Les fonctionnaires de Gaza otages des rivalités entre le Hamas et l’Autorité

À l’ombre de l’occupation israélienne

 
 

Orient XXI > Magazine > Taher Labadi > 12 juin 2017
 

Alors que le blocus de Gaza par Israël se poursuit malgré les promesses faites au lendemain de la guerre de 2014, l’Autorité palestinienne a décidé de diminuer les salaires des fonctionnaires de la bande. Une mesure qui ne peut qu’accroître la misère et le sentiment d’abandon de la population.

Le gouvernement palestinien de Rami Hamdallah basé à Ramallah a annoncé au printemps 2017 qu’une retenue serait effectuée sur les salaires de ses fonctionnaires dans la bande de Gaza. Ceux-ci se sont ainsi vus amputer d’au moins 30 % de leur revenu, ce qui a provoqué une vague de protestation à laquelle se mêlent à la fois colère et inquiétude.

D’après le communiqué du porte-parole du gouvernement, cette décision aurait été motivée par « la réduction du montant de l’aide internationale », ainsi que « le maintien du siège et les exactions de l’occupant » ou encore « les répercussions de la division interne ». Elle constitue néanmoins un coup particulièrement dur pour les 50 000 fonctionnaires et leurs familles qui dépendent toujours des revenus versés mensuellement par Ramallah, et aura probablement des conséquences économiques, sociales et politiques lourdes sur l’ensemble du territoire.

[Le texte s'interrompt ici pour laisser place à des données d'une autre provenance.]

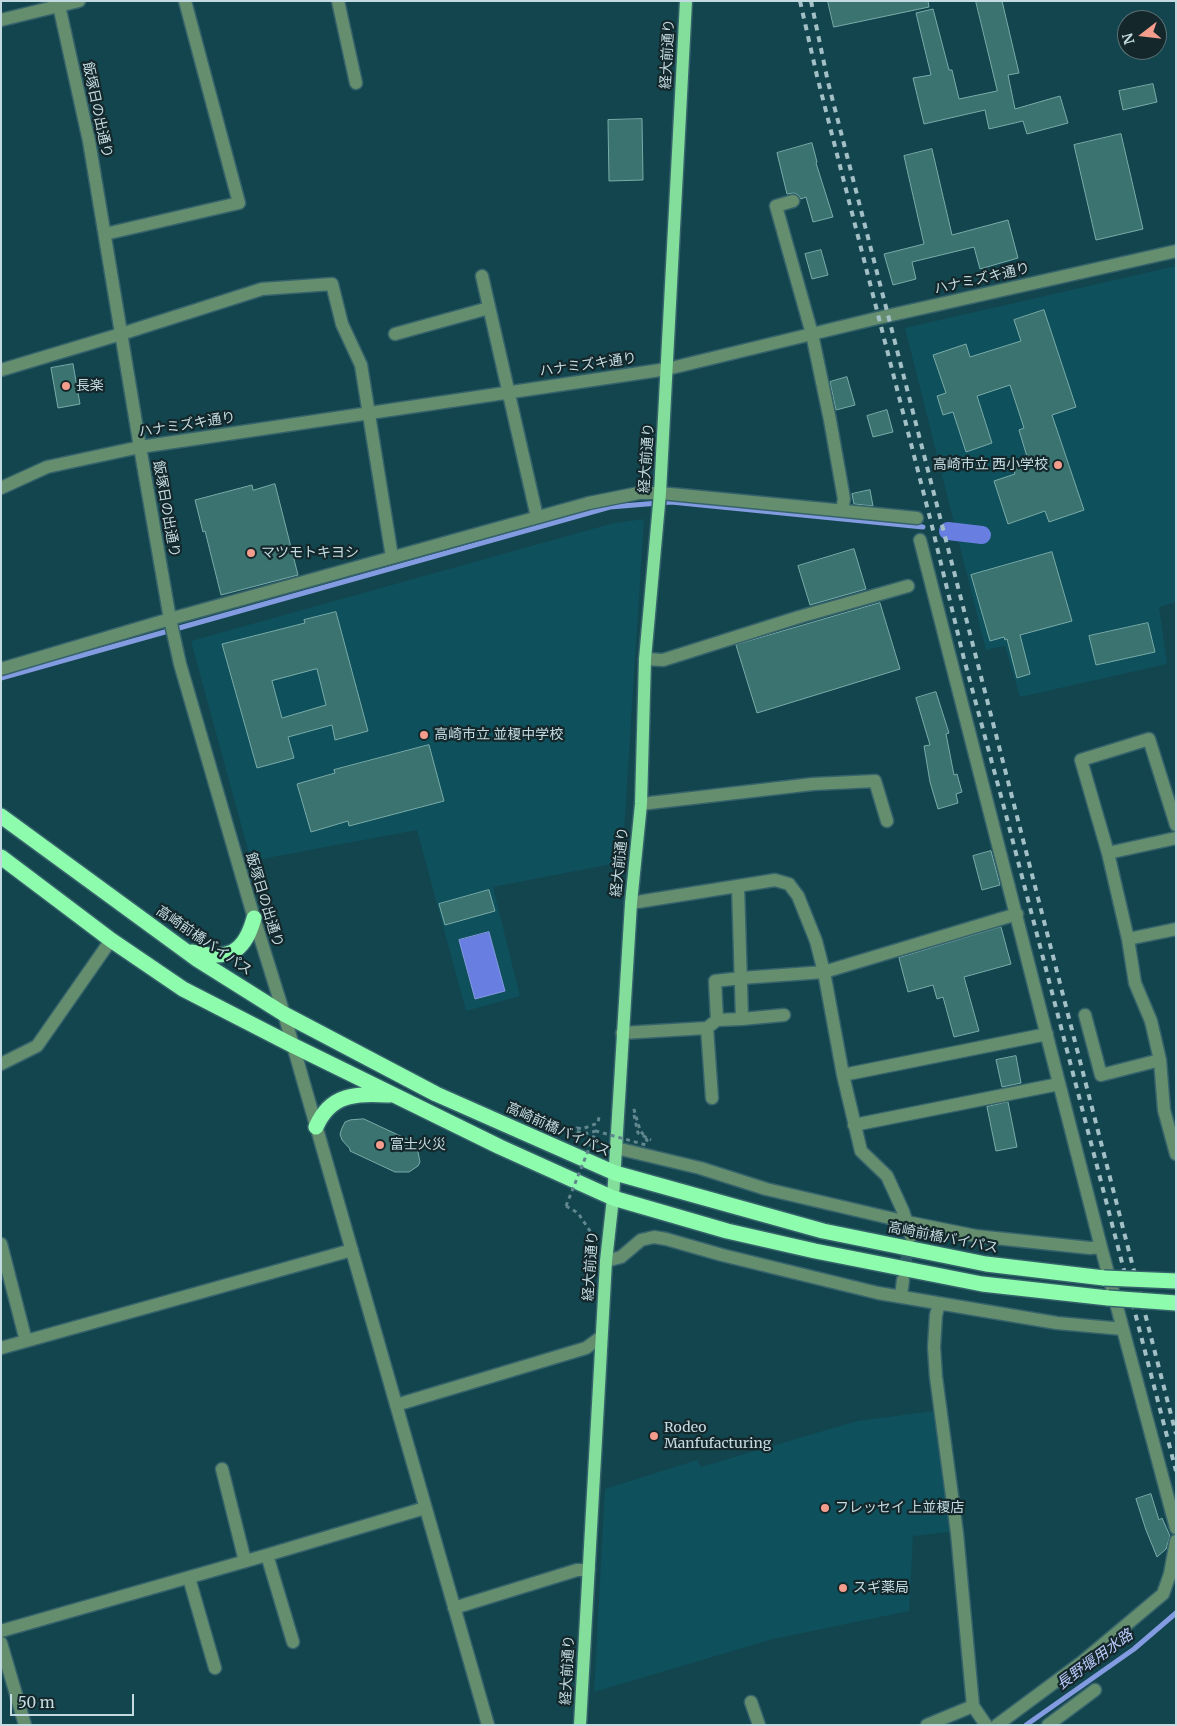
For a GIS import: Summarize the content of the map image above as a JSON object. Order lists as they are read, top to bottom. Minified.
{"streets":{"highway":["高崎前橋バイパス"],"main road":["経大前通り"],"street":["飯塚日の出通り","ハナミズキ通り"]},"crossings":[["経大前通り","ハナミズキ通り"],["経大前通り","高崎前橋バイパス"],["飯塚日の出通り","ハナミズキ通り"],["飯塚日の出通り","高崎前橋バイパス"]],"water":["長野堰用水路"],"places":["長楽","高崎市立 西小学校","マツモトキヨシ","高崎市立 並榎中学校","富士火災","Rodeo Manfufacturing","フレッセイ 上並榎店","スギ薬局"],"scale_bar":"50 m","north":"left"}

Les difficultés financières de l’Autorité palestinienne (AP) ne sont pas nouvelles et il est souvent arrivé, par le passé, que les salariés de la « fonction publique » soient payés avec plusieurs mois de retard. Pourtant, le choix du gouvernement de restreindre sa mesure aux habitants de Gaza indique qu’un nouveau cran pourrait bien être franchi dans l’isolement de la bande et sa marginalisation vis-à-vis de la Cisjordanie.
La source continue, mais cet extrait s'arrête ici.